III {¶ 24} A.B.'s Second Assignment of Error is as follows:

{¶ 25} "THE TRIAL COURT VIOLATED APPELLANT'S RIGHT TO DUE PROCESS UNDER THE FIFTH AND FOURTEENTH AMENDMENT TO THE UNITED *Page 8 STATES CONSTITUTION AND ARTICLE I, SECTION 16 OF THE OHIO CONSTITUTION WHEN IT ADJUDICATED HIM DELINQUENT WHEN THE FINDING WAS AGAINST THE MANIFEST WEIGHT OF THE EVIDENCE."

{¶ 26} A.B. contends under this assignment of error that there is no credible evidence linking the weapon to A.B. because A.B. was never seen in possession of the weapon, no fingerprint evidence was taken, and A.B. testified that the gun was never in his possession. A.B. also contends that he cannot be convicted on his inculpatory statement alone without some independent evidence.

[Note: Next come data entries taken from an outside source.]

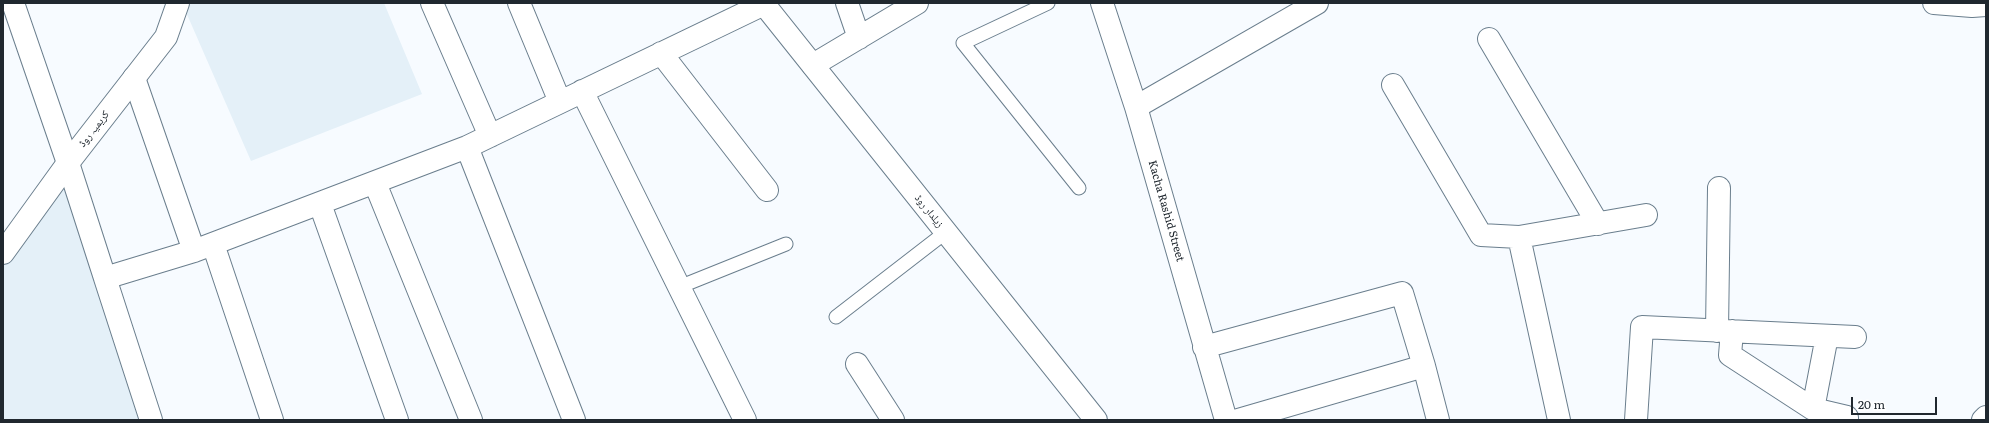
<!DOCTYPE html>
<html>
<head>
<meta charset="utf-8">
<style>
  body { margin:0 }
  #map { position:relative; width:1989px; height:423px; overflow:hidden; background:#f7fbff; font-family:Literata,serif }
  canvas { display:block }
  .frame { position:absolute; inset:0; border:4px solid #20282f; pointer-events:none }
  .scale { position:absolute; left:1851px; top:397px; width:86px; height:18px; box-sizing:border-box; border:2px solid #20282f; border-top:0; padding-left:5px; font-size:12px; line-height:14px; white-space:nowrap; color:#20282f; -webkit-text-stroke:3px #fff; paint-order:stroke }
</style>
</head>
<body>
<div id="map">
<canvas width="1989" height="423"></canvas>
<div class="frame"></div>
<div class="scale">20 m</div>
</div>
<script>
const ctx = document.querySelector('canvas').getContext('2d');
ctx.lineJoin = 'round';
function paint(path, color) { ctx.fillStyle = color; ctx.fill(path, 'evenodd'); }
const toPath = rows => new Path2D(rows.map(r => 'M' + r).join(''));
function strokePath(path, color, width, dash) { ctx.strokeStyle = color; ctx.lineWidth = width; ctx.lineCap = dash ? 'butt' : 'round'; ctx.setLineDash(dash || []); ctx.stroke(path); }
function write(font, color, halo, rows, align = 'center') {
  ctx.font = font + ' Literata,"Noto Naskh Arabic",serif'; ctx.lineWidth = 3; ctx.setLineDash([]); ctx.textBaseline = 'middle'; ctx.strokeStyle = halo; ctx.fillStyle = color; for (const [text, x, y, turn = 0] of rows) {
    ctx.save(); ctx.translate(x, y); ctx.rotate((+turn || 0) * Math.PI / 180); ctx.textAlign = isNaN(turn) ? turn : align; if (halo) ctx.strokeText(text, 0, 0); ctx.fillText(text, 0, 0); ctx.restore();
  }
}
const built = toPath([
  [182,3,384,3,422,94,251,161],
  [68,163,151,420,3,420,3,254]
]);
const lane = toPath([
  [1048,3,963,43,1079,188],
  [679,287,786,244],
  [836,317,946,232]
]);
const street = toPath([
  [13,3,68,163,105,278],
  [432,3,490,136],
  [519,3,560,102],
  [847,3,859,38],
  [1102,3,1136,107,1226,420],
  [1934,3,1972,6,1986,5],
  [1489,39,1598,224],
  [661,53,767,190],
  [813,65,917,3],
  [134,78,194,251],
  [1393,85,1481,235,1519,237],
  [582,91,745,420],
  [1136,107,1317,3],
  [467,147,574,420],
  [375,183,471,420],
  [320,204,397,420],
  [213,244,272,420],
  [1717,331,1719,188],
  [1732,331,1730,355,1813,409],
  [1827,336,1813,409,1847,417,1847,420],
  [1204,347,1402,293,1424,366,1438,420],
  [857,364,893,420],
  [151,420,105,278,194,251,467,147,764,4],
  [1238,420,1424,366],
  [1559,420,1519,237,1646,215],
  [1636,420,1642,327,1855,337],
  [1983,420,1986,417]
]);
const secondary = toPath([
  [763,3,1096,420],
  [3,253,68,163,166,37,178,3]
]);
const streetNames = [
  ["کریمیہ روڈ",94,129,-52],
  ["زیلدار روڈ",929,211,51],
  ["Kacha Rashid Street",1166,211,74]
];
paint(built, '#e4f0f8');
strokePath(lane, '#6a7e8d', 15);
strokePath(street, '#6a7e8d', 24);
strokePath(secondary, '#6a7e8d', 24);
strokePath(lane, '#fff', 13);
strokePath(street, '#fff', 22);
strokePath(secondary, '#fff', 22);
write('11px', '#20282f', '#fff', streetNames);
</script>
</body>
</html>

{¶ 27} "When a court of appeals reverses a judgment of a trial court on the basis that the verdict is against the weight of the evidence, the appellate court sits as a `"thirteenth juror'" and disagrees with the factfinder's resolution of the conflicting testimony. * * *Tibbs, 457 U.S. at 42, 102 S.Ct. at 2218, 72 L.Ed.2d at 661. See, also,State v. Martin (1983), 20 Ohio App.3d 172, 175, 20 OBR 215, 219,485 N.E.2d 717, 720-721 (The court, reviewing the entire record, weighs the evidence and all reasonable inferences, considers the credibility of witnesses and determines whether in resolving conflicts in the evidence, the jury clearly lost its way and created such a manifest miscarriage of justice that the conviction must be reversed and a new trial ordered. The discretionary power to grant a new trial should be exercised only in the exceptional case in which the evidence weighs heavily against the conviction.')." State v. Thompkins, 78 Ohio St.3d 380, 387,1997-Ohio-52, 678 N.E.2d 541, 546-47.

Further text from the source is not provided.